TASK OBJECTIVE: Under this task are some entries; return every one of them exactly.

(EXTRACTED INFORMATION Opens)

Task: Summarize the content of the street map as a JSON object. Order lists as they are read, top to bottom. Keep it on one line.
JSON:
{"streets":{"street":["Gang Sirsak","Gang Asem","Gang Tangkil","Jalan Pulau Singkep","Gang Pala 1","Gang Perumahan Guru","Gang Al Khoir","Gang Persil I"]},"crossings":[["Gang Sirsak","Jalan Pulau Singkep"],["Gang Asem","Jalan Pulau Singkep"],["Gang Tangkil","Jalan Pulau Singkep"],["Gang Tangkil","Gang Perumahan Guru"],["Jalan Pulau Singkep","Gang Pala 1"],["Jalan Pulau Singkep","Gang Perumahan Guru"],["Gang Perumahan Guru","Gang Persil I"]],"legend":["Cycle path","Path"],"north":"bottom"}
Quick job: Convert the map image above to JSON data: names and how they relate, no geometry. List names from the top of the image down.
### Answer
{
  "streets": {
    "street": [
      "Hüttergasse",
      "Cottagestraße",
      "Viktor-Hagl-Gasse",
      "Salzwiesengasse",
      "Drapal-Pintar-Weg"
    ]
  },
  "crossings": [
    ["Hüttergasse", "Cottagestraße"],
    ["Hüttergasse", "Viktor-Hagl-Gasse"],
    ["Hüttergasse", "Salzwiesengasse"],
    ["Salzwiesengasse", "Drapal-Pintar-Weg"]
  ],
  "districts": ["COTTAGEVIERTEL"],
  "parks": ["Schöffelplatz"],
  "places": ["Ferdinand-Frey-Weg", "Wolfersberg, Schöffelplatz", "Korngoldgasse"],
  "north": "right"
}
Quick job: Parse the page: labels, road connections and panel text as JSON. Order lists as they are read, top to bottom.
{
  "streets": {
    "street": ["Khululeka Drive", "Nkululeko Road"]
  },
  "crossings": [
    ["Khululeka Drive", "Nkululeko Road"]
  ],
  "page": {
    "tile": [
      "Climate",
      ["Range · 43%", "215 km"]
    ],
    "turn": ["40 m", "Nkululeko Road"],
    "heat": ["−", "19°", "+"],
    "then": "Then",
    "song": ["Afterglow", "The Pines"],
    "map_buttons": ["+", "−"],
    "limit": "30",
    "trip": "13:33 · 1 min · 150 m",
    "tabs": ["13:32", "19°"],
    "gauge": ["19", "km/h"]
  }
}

(EXTRACTED INFORMATION Closes)

SOLUTION TO THE EXERCISE:
Task: Summarize the content of the street map as a JSON object. Order lists as they are read, top to bottom. Keep it on one line.
JSON:
{"streets":{"street":["Gang Sirsak","Gang Asem","Gang Tangkil","Jalan Pulau Singkep","Gang Pala 1","Gang Perumahan Guru","Gang Al Khoir","Gang Persil I"]},"crossings":[["Gang Sirsak","Jalan Pulau Singkep"],["Gang Asem","Jalan Pulau Singkep"],["Gang Tangkil","Jalan Pulau Singkep"],["Gang Tangkil","Gang Perumahan Guru"],["Jalan Pulau Singkep","Gang Pala 1"],["Jalan Pulau Singkep","Gang Perumahan Guru"],["Gang Perumahan Guru","Gang Persil I"]],"legend":["Cycle path","Path"],"north":"bottom"}
Quick job: Convert the map image above to JSON data: names and how they relate, no geometry. List names from the top of the image down.
### Answer
{
  "streets": {
    "street": [
      "Hüttergasse",
      "Cottagestraße",
      "Viktor-Hagl-Gasse",
      "Salzwiesengasse",
      "Drapal-Pintar-Weg"
    ]
  },
  "crossings": [
    ["Hüttergasse", "Cottagestraße"],
    ["Hüttergasse", "Viktor-Hagl-Gasse"],
    ["Hüttergasse", "Salzwiesengasse"],
    ["Salzwiesengasse", "Drapal-Pintar-Weg"]
  ],
  "districts": ["COTTAGEVIERTEL"],
  "parks": ["Schöffelplatz"],
  "places": ["Ferdinand-Frey-Weg", "Wolfersberg, Schöffelplatz", "Korngoldgasse"],
  "north": "right"
}
Quick job: Parse the page: labels, road connections and panel text as JSON. Order lists as they are read, top to bottom.
{
  "streets": {
    "street": ["Khululeka Drive", "Nkululeko Road"]
  },
  "crossings": [
    ["Khululeka Drive", "Nkululeko Road"]
  ],
  "page": {
    "tile": [
      "Climate",
      ["Range · 43%", "215 km"]
    ],
    "turn": ["40 m", "Nkululeko Road"],
    "heat": ["−", "19°", "+"],
    "then": "Then",
    "song": ["Afterglow", "The Pines"],
    "map_buttons": ["+", "−"],
    "limit": "30",
    "trip": "13:33 · 1 min · 150 m",
    "tabs": ["13:32", "19°"],
    "gauge": ["19", "km/h"]
  }
}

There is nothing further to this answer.